Scan the records that follow, and whenever a line has the word "stream", copy it.

Saved data entries

╔══

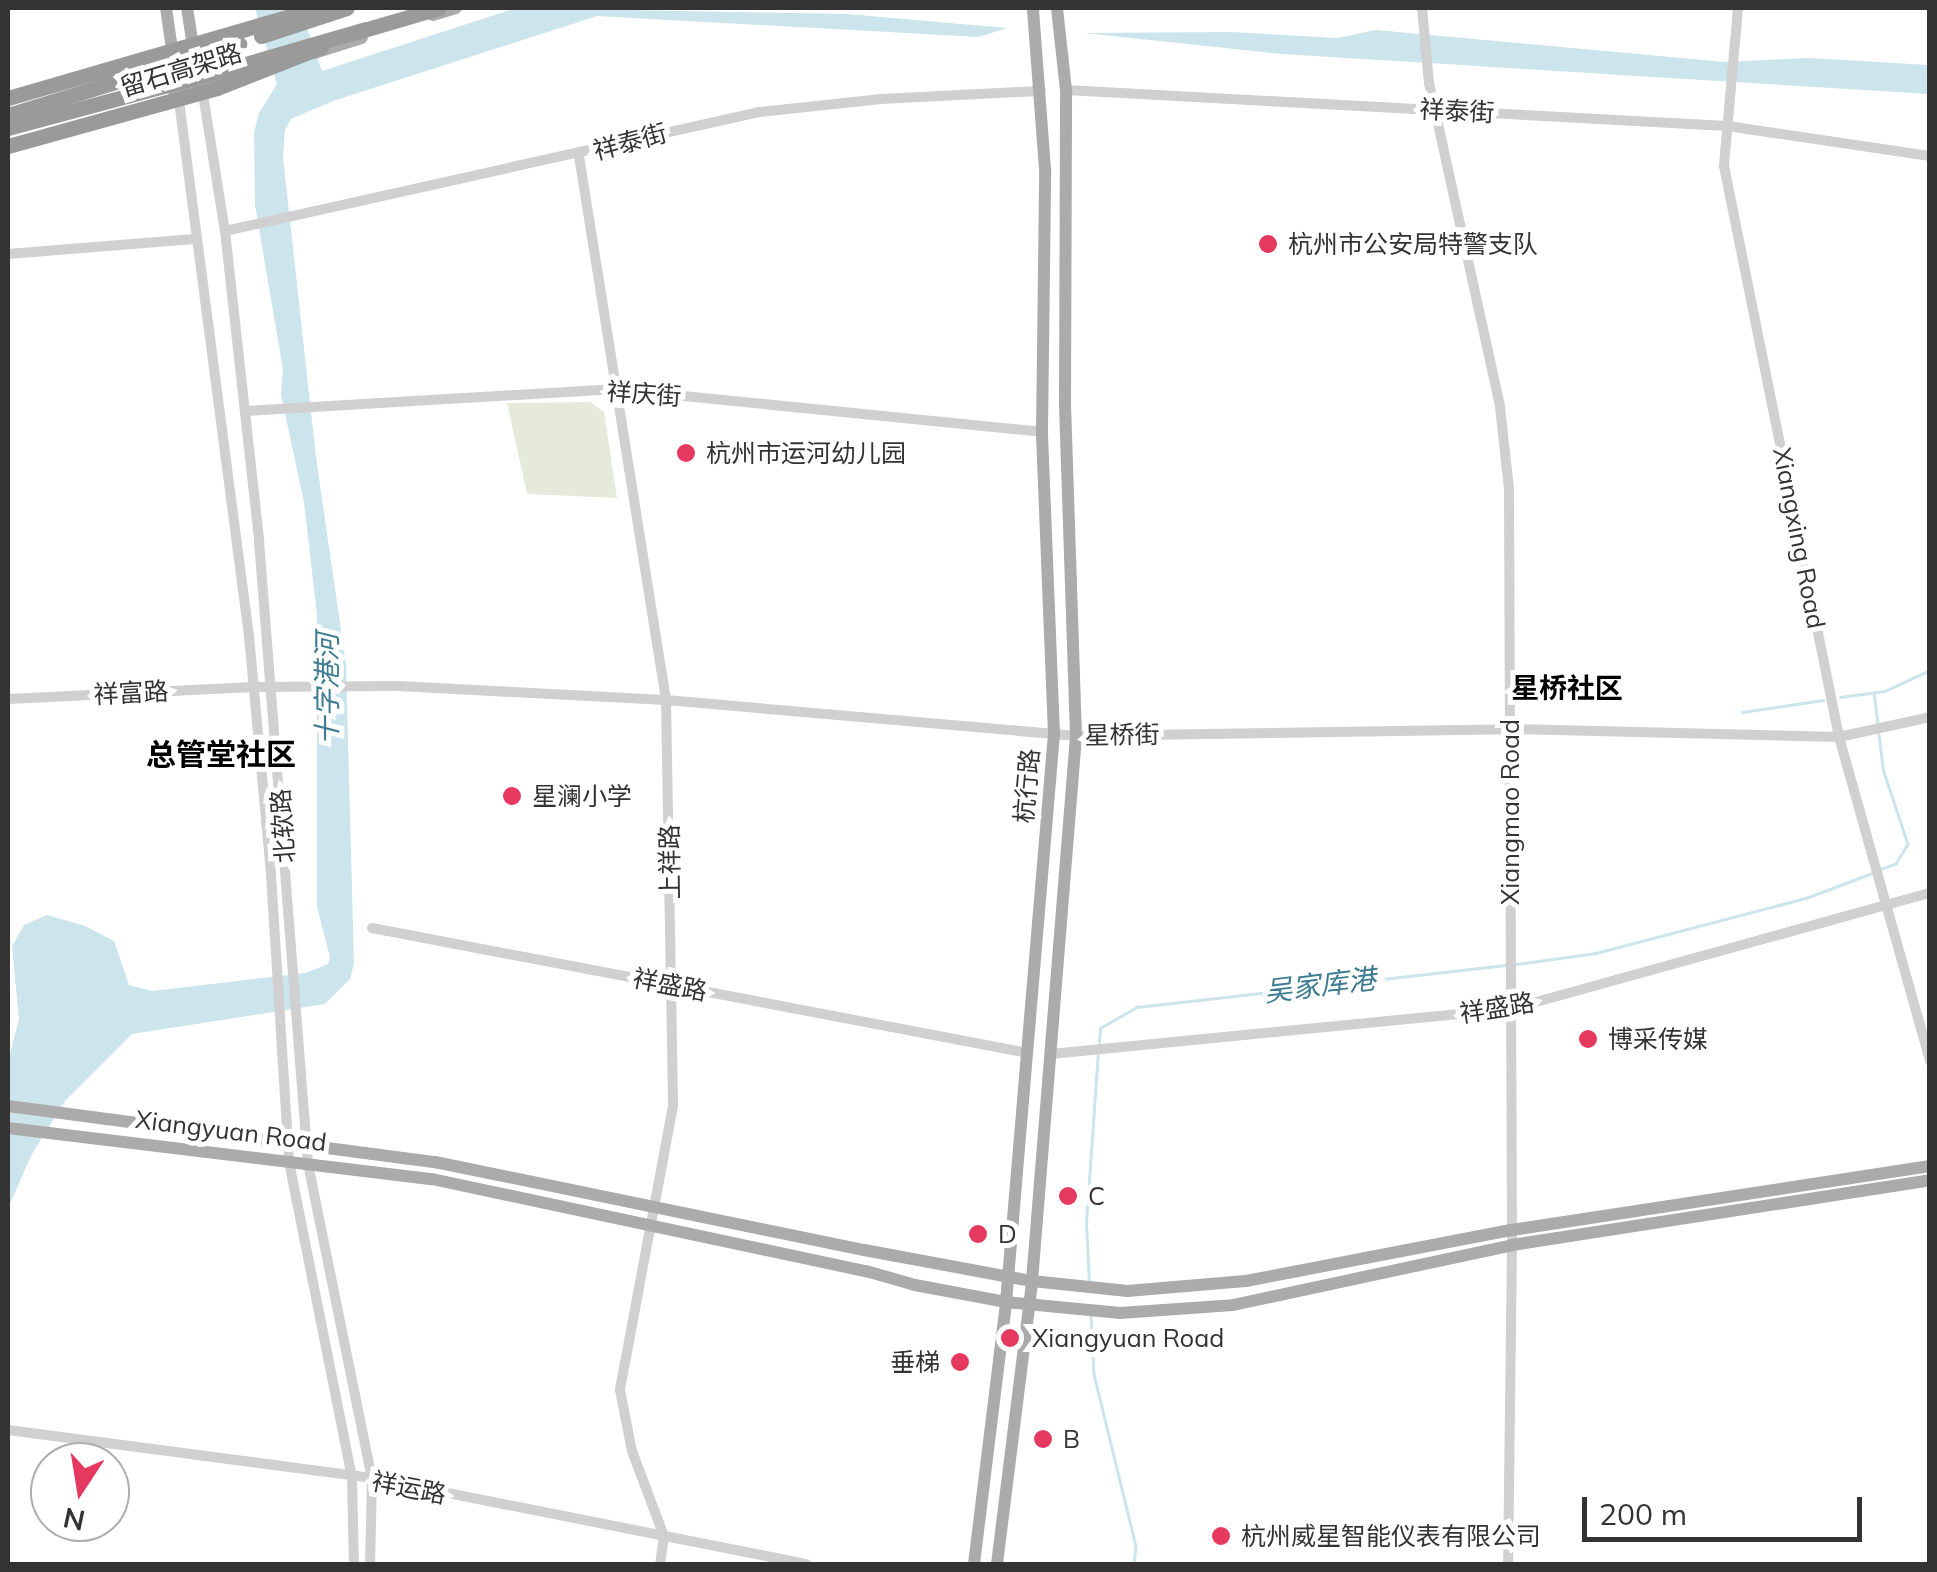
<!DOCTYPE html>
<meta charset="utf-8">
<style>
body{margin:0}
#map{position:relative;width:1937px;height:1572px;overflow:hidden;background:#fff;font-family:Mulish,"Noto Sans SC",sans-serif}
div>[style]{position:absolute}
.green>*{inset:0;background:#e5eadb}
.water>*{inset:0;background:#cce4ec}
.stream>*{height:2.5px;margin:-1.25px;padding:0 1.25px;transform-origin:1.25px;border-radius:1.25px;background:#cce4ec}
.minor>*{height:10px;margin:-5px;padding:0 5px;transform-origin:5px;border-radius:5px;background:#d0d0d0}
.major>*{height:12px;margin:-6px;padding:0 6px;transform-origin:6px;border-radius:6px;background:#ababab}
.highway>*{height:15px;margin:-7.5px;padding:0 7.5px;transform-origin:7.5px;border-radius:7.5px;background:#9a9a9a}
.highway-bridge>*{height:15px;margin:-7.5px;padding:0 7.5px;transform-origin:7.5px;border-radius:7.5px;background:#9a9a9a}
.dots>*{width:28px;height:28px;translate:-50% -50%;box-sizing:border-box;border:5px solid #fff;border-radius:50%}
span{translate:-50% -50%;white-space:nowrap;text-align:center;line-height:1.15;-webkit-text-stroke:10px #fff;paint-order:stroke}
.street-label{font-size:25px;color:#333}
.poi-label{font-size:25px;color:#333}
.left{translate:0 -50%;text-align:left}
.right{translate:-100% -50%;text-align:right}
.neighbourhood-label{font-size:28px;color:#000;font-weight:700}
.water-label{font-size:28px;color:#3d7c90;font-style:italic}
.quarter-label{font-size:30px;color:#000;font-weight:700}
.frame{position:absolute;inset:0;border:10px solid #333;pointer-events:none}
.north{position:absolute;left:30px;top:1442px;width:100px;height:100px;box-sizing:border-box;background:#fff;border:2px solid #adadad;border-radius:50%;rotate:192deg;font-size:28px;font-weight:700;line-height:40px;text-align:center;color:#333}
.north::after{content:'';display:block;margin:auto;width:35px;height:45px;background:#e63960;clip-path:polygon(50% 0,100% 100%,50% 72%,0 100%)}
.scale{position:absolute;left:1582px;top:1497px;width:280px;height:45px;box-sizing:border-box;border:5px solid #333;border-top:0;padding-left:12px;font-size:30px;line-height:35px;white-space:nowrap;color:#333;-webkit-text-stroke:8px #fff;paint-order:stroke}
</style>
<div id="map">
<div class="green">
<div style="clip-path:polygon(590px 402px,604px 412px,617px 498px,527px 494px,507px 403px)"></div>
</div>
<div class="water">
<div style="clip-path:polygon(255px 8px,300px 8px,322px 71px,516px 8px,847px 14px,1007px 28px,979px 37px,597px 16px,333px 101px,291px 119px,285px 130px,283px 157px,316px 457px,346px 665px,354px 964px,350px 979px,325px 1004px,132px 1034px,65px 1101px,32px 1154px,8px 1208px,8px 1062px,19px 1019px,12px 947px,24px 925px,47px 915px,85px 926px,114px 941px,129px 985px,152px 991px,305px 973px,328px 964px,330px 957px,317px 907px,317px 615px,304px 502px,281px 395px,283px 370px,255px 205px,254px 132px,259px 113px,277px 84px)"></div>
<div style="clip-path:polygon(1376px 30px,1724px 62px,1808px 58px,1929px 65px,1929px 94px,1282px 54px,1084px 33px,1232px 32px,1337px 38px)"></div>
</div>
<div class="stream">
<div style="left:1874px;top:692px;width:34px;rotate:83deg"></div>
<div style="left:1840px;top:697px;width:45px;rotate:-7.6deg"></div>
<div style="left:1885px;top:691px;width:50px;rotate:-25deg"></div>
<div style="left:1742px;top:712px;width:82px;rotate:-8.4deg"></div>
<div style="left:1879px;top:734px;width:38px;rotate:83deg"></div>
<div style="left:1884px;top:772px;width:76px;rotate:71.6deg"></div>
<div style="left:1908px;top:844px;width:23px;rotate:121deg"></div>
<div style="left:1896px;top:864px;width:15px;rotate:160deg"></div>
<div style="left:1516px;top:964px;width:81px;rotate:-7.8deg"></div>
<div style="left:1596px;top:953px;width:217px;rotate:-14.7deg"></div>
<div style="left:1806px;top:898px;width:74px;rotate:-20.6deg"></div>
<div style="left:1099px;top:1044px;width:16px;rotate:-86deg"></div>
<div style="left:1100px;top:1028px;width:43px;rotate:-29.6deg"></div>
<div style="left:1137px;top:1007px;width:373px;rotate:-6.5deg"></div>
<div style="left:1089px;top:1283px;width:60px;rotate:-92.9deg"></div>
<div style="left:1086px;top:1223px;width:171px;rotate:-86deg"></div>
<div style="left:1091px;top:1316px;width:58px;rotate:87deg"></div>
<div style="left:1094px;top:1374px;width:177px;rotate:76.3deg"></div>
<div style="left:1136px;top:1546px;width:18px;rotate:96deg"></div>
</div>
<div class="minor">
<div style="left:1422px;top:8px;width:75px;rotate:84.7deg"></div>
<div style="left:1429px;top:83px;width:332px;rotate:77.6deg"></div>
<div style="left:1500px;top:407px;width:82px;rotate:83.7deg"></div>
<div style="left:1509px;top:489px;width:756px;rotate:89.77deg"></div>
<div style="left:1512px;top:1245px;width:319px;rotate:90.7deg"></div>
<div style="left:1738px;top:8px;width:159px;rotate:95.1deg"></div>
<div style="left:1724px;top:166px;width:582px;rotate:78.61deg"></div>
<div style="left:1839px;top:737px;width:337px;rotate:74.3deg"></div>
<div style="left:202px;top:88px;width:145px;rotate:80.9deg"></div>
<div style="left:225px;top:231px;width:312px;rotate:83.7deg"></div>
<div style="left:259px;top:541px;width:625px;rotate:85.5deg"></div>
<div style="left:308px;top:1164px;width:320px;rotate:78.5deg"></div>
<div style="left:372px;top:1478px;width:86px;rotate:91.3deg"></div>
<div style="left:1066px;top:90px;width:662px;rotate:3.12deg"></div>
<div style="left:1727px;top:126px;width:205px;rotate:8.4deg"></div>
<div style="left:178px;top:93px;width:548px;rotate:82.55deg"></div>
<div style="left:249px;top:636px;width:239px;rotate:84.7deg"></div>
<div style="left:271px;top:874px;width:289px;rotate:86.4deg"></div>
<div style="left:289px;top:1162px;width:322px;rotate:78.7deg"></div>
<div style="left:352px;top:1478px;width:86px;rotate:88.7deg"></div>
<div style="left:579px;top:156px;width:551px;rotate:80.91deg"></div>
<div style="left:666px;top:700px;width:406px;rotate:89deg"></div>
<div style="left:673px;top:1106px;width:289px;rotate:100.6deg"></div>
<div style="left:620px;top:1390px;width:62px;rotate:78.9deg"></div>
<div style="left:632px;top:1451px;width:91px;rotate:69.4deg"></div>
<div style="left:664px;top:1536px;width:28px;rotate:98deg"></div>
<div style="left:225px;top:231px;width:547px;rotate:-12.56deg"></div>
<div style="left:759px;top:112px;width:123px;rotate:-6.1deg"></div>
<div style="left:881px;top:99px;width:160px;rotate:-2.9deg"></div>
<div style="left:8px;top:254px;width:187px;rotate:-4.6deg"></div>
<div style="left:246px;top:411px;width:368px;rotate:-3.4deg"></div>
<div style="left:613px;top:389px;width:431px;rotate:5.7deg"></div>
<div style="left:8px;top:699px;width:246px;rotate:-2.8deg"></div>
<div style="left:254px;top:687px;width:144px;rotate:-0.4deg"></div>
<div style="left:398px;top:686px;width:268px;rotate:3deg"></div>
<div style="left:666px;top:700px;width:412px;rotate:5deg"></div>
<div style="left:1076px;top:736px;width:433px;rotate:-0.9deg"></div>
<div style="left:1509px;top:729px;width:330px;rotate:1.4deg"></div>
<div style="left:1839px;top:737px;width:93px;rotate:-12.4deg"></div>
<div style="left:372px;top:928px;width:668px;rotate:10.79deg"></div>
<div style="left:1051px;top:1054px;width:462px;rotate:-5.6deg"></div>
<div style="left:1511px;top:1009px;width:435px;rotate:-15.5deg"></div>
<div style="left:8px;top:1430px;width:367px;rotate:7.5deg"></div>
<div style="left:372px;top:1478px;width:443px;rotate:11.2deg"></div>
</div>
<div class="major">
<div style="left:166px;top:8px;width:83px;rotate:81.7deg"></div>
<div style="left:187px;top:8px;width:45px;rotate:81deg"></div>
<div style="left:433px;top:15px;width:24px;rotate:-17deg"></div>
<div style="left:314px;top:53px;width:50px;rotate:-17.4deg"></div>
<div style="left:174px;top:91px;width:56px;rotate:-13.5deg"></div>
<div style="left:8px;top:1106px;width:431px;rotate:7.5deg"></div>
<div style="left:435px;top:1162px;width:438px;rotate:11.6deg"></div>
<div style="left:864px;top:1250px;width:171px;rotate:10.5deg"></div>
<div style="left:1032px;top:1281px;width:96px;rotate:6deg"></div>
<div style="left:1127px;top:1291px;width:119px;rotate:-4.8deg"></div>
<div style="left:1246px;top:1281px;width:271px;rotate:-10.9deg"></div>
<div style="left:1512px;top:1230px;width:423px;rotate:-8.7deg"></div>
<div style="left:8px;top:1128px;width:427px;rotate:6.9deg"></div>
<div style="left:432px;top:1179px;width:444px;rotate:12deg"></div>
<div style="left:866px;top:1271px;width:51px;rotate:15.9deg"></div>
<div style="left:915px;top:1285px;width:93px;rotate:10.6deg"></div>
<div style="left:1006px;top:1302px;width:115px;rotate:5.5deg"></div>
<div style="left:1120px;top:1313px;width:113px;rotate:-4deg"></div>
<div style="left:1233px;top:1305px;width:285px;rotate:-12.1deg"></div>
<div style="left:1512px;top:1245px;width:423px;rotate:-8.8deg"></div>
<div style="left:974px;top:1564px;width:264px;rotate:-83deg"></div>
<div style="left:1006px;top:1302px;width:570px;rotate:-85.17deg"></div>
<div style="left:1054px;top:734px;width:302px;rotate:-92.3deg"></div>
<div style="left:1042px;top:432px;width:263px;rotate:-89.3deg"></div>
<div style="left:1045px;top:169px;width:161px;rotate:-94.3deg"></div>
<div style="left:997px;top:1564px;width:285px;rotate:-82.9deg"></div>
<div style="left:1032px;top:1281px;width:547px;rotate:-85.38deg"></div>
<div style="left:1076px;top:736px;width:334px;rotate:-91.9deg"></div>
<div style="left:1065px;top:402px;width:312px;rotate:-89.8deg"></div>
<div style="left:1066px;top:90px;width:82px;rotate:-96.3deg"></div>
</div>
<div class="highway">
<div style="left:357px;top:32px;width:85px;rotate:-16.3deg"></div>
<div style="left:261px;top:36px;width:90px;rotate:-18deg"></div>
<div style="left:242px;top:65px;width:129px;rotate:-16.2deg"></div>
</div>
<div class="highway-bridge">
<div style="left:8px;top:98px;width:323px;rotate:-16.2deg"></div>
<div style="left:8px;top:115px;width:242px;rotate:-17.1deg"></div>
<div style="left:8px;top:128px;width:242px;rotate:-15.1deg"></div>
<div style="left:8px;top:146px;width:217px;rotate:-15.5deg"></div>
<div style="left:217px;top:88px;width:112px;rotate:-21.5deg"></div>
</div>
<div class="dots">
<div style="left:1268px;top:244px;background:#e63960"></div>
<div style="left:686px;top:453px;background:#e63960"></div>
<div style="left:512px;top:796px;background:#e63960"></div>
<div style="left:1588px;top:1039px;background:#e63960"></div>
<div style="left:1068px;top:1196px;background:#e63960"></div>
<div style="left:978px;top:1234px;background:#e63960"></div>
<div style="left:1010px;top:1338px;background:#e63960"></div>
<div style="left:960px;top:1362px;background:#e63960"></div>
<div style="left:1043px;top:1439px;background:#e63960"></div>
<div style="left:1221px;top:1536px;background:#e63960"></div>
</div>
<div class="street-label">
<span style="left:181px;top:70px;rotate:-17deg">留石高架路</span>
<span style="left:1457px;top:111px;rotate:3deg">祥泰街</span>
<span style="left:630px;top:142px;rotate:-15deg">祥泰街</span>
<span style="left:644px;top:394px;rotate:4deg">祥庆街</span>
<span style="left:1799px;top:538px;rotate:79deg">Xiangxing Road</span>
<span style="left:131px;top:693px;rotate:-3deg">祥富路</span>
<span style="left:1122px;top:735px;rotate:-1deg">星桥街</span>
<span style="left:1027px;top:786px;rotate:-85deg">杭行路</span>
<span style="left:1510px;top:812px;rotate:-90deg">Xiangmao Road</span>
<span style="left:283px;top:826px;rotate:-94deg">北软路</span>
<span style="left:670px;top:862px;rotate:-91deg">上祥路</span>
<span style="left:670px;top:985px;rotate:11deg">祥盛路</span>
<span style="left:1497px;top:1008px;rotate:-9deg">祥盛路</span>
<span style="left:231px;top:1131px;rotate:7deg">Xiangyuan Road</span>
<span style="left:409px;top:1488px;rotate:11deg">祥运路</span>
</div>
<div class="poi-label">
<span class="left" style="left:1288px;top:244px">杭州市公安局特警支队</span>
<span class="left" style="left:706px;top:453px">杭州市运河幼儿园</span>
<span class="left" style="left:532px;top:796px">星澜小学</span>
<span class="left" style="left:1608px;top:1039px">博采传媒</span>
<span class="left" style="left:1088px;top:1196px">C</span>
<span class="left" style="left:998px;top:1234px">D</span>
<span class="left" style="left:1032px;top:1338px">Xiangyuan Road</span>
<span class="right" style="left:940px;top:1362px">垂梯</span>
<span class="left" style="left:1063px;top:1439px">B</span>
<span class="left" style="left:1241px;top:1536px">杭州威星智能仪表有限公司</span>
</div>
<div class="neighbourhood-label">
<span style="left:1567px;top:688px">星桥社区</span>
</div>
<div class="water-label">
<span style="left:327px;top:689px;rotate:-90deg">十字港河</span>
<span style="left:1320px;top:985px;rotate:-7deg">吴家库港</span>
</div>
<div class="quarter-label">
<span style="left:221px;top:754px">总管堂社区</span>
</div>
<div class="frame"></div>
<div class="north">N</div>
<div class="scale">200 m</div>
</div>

╚══

- [Answer for this exercise]:
.stream>*{height:2.5px;margin:-1.25px;padding:0 1.25px;transform-origin:1.25px;border-radius:1.25px;background:#cce4ec}
<div class="stream">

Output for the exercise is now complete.